Dean flashed him his most charming grin. “Damn straight. Also, hey.” He punched Castiel in the knee, then stuck his finger in his face. “That’s for using my friends as bait.”

I was the bait, Dean,” Castiel sighed, all exasperated and sleepy-eyed. Bruises were creeping fast as evening shadows across his face, spectacular blossomings of colour that looked really bad but probably meant he was healing, at least. “After months of forming myself into his image to get his attention, I was the bait.”

Dean shot him the patented Winchester I call bullshit look, which apparently was enough to make even scary sneaky scheming angel generals look kind of shifty and guilty like a little brother caught trying to make the table prettier with crayons.

“You were... sweetening,” Castiel relented. “To make sure.”

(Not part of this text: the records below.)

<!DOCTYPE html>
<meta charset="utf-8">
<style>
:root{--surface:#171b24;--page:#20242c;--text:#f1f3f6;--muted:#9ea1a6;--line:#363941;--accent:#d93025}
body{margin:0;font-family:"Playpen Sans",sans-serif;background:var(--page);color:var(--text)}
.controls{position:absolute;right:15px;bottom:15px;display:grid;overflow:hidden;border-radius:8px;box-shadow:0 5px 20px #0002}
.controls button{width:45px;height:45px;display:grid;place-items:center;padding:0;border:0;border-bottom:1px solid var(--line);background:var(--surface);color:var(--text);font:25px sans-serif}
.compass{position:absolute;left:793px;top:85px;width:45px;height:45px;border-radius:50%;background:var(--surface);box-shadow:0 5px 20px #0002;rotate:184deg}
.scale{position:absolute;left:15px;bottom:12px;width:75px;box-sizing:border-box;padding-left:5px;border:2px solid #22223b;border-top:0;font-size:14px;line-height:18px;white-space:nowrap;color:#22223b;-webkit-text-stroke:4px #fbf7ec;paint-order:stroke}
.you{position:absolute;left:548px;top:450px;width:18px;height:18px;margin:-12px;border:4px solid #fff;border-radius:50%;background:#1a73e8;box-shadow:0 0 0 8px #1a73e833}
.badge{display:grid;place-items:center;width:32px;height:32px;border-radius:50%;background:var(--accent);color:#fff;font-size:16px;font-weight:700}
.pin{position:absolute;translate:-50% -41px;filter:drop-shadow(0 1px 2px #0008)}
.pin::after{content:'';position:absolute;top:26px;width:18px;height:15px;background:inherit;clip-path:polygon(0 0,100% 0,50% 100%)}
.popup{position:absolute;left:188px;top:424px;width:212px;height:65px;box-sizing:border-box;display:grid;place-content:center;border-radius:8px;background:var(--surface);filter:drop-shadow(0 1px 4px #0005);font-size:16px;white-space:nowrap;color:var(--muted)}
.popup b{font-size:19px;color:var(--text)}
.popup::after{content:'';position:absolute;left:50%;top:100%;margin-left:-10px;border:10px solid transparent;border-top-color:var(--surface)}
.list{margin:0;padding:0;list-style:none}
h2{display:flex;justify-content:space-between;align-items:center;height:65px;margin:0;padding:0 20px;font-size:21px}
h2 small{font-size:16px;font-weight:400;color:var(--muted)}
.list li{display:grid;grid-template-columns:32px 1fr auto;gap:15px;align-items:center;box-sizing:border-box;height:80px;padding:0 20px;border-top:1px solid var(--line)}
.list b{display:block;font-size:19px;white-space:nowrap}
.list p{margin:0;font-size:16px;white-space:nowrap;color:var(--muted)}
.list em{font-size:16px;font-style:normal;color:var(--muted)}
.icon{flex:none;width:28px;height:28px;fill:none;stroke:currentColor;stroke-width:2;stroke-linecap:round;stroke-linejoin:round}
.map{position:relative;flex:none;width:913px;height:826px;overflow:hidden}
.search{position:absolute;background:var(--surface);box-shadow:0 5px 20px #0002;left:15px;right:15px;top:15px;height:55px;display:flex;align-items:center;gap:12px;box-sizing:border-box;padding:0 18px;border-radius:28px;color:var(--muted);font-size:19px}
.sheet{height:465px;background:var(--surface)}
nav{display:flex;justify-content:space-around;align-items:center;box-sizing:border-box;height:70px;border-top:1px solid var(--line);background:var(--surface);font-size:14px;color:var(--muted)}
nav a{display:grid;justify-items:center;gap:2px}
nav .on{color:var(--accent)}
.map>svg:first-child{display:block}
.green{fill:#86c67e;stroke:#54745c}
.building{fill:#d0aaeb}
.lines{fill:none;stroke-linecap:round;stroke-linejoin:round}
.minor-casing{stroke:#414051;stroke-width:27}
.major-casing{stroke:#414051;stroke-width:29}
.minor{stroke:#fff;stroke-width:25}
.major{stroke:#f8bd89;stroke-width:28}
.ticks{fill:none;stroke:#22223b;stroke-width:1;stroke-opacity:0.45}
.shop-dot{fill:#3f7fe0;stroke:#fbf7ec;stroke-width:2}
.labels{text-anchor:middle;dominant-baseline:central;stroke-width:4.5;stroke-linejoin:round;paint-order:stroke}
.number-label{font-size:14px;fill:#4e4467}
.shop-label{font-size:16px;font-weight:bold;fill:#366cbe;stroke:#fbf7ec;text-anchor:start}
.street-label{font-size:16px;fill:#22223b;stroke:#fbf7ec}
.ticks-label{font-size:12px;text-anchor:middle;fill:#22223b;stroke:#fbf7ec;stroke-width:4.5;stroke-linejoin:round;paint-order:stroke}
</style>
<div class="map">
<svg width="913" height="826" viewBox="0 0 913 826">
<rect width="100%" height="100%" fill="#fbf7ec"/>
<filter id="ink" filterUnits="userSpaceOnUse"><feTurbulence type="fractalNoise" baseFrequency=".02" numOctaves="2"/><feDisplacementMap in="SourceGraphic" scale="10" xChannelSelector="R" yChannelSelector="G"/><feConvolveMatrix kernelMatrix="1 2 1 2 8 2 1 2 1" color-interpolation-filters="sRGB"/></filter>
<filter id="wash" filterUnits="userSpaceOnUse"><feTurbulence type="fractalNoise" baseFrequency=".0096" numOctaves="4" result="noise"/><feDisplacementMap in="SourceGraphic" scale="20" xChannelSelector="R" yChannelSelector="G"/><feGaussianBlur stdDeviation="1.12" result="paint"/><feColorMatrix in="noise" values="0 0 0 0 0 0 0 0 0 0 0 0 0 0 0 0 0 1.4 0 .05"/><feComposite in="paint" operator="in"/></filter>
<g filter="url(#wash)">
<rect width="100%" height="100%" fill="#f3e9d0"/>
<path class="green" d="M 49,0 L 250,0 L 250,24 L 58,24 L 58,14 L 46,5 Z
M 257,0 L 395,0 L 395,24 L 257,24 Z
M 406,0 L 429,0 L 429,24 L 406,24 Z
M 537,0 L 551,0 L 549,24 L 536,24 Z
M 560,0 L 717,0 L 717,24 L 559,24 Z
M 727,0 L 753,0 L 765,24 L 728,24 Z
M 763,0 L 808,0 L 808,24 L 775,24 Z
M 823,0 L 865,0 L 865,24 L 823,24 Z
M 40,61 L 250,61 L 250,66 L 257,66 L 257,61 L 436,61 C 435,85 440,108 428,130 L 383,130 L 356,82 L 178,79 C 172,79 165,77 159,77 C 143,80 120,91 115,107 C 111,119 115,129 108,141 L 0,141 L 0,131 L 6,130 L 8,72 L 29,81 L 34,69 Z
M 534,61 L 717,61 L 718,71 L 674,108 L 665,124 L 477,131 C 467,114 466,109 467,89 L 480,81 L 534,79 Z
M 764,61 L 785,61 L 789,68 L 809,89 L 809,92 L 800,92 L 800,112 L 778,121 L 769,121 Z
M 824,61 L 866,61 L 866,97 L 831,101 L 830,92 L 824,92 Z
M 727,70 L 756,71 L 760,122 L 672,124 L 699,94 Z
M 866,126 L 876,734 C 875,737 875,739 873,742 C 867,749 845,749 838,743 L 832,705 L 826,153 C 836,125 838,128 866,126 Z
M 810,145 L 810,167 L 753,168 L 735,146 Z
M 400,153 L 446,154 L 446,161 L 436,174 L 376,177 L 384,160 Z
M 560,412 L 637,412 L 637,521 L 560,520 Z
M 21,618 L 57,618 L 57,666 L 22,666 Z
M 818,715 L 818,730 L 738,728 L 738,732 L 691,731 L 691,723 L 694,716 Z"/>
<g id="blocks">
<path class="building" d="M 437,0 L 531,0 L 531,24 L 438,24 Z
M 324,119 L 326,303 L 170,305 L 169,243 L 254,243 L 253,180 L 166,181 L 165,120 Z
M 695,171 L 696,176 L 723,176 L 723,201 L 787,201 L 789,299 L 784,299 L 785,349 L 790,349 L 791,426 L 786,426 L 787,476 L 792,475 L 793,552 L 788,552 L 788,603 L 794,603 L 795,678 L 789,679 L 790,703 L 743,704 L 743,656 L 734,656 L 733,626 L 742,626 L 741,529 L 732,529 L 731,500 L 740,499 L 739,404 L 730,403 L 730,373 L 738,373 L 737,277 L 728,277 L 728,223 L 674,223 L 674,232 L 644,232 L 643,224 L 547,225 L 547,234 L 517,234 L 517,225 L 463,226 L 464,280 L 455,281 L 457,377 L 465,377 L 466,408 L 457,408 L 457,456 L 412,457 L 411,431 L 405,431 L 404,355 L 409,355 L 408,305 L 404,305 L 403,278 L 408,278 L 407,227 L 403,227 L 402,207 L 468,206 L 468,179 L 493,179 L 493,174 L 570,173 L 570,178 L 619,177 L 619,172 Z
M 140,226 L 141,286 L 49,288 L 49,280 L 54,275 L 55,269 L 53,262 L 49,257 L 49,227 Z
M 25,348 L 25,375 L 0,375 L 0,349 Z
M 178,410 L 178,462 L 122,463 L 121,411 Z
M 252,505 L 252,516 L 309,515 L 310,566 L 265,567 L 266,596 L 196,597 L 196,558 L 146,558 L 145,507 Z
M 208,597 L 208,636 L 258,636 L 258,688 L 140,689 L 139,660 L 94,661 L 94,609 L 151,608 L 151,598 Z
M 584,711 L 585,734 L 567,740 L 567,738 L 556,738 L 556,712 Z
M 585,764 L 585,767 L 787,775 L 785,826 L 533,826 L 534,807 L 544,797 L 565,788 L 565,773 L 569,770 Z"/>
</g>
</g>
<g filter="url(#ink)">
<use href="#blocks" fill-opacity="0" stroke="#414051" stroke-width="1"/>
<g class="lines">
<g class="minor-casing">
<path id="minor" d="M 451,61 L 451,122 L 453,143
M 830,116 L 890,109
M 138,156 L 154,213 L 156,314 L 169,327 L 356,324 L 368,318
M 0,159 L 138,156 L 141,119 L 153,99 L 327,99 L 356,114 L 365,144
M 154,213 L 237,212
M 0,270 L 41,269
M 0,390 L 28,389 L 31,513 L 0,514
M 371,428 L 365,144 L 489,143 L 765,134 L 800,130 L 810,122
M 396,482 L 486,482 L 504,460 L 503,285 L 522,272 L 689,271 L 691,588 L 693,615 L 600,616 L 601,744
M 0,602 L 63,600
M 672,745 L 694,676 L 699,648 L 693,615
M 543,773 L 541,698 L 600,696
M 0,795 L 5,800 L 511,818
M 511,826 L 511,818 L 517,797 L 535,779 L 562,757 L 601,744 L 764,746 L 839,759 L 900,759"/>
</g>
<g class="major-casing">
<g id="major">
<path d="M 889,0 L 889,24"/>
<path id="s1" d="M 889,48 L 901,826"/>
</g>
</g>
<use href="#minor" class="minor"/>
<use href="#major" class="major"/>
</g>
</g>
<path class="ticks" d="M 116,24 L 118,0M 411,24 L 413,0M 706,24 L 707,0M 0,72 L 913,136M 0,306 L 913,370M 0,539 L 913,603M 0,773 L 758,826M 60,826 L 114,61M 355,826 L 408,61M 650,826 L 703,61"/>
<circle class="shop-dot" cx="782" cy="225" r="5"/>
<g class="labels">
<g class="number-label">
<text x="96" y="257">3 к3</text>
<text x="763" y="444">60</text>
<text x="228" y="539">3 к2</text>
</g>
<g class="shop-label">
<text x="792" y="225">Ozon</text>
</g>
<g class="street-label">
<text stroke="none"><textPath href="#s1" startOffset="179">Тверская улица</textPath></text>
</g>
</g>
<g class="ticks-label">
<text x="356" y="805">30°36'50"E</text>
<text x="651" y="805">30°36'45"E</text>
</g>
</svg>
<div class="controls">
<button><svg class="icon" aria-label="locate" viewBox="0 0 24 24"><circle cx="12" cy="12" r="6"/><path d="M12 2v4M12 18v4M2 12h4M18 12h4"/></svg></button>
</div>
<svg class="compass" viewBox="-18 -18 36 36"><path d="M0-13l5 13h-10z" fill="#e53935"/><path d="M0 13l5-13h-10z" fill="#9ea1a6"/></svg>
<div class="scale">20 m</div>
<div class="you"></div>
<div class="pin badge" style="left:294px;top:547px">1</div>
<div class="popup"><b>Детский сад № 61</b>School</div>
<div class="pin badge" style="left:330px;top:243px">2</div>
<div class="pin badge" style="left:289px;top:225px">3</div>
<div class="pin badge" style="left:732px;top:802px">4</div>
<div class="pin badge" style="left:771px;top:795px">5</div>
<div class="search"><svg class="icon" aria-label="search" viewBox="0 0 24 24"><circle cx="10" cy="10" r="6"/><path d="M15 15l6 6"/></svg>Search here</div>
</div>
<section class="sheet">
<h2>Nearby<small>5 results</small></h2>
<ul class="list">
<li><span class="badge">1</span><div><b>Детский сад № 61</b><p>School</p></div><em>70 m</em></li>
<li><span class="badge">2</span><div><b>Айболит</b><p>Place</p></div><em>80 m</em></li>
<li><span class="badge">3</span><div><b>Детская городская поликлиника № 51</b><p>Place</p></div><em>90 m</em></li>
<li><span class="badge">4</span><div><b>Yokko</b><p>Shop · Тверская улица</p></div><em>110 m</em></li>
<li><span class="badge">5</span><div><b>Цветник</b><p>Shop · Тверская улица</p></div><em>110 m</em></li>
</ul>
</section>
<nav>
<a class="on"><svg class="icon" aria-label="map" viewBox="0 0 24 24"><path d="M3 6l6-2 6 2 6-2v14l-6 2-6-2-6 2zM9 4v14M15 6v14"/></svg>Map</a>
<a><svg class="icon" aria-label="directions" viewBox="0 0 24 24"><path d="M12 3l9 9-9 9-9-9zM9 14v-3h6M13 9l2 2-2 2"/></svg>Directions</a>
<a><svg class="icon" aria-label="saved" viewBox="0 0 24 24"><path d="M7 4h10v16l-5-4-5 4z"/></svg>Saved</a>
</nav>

Dean leaned in closer, and smiled against his cheek. “So that was the grand plan, huh?” he murmured. “Get him there with all the bait, keep his attention on the biggest bait until the trap closed, then shoo everyone else out, including your brother who’s the only one around who might be strong enough to take him one on one, then, what, stand in a field together while you get angel poison flung at you?” Castiel grumbled something and batted at Dean’s hand, but his body was slumping with exhaustion and it wasn’t that hard to keep a hold on him. “Was there another part to that plan, or are you just so awesome and badass you figured that’d do it?”

“You are insufferable,” his angel growled, and passed out, which Dean had totally seen coming and was not above using to get the last word in an argument.

“Takes one,” he informed the mess of dark hair on his shoulder smugly; and Gabriel made a rude noise.

“For the love of tiny green leprechauns in tutus. Go flirt somewhere else, would you? I’m trying to have a deathbed moment here.”

“Dude, you’re sitting up,” Dean pointed out helpfully. “You lose deathbed privileges as soon as you remember how to snark. Cas gonna be okay?”

Gabriel leaned forward, kind of shaky, and touched Castiel’s hand. (Sam was hovering anxiously in the background, but Gabriel was tactful enough or embarrassed enough to ignore him.) “It’s only physical. Should only take a couple of days, unless someone screws him over in the meantime. Don’t know anyone who might, do you, Lancelot?”

Dean ignored the jibe as background noise. “Fine. Then he needs a bed. And so do you. You gonna freak out if we take you home?”

Gabriel bristled, then scoffed. “Sure, because you guys are about as terrifying as a bowl of rotten sunflower seeds.”

So that settled that, then. Goading Gabriel into choosing pride over fear? Easiest thing Dean had done all day.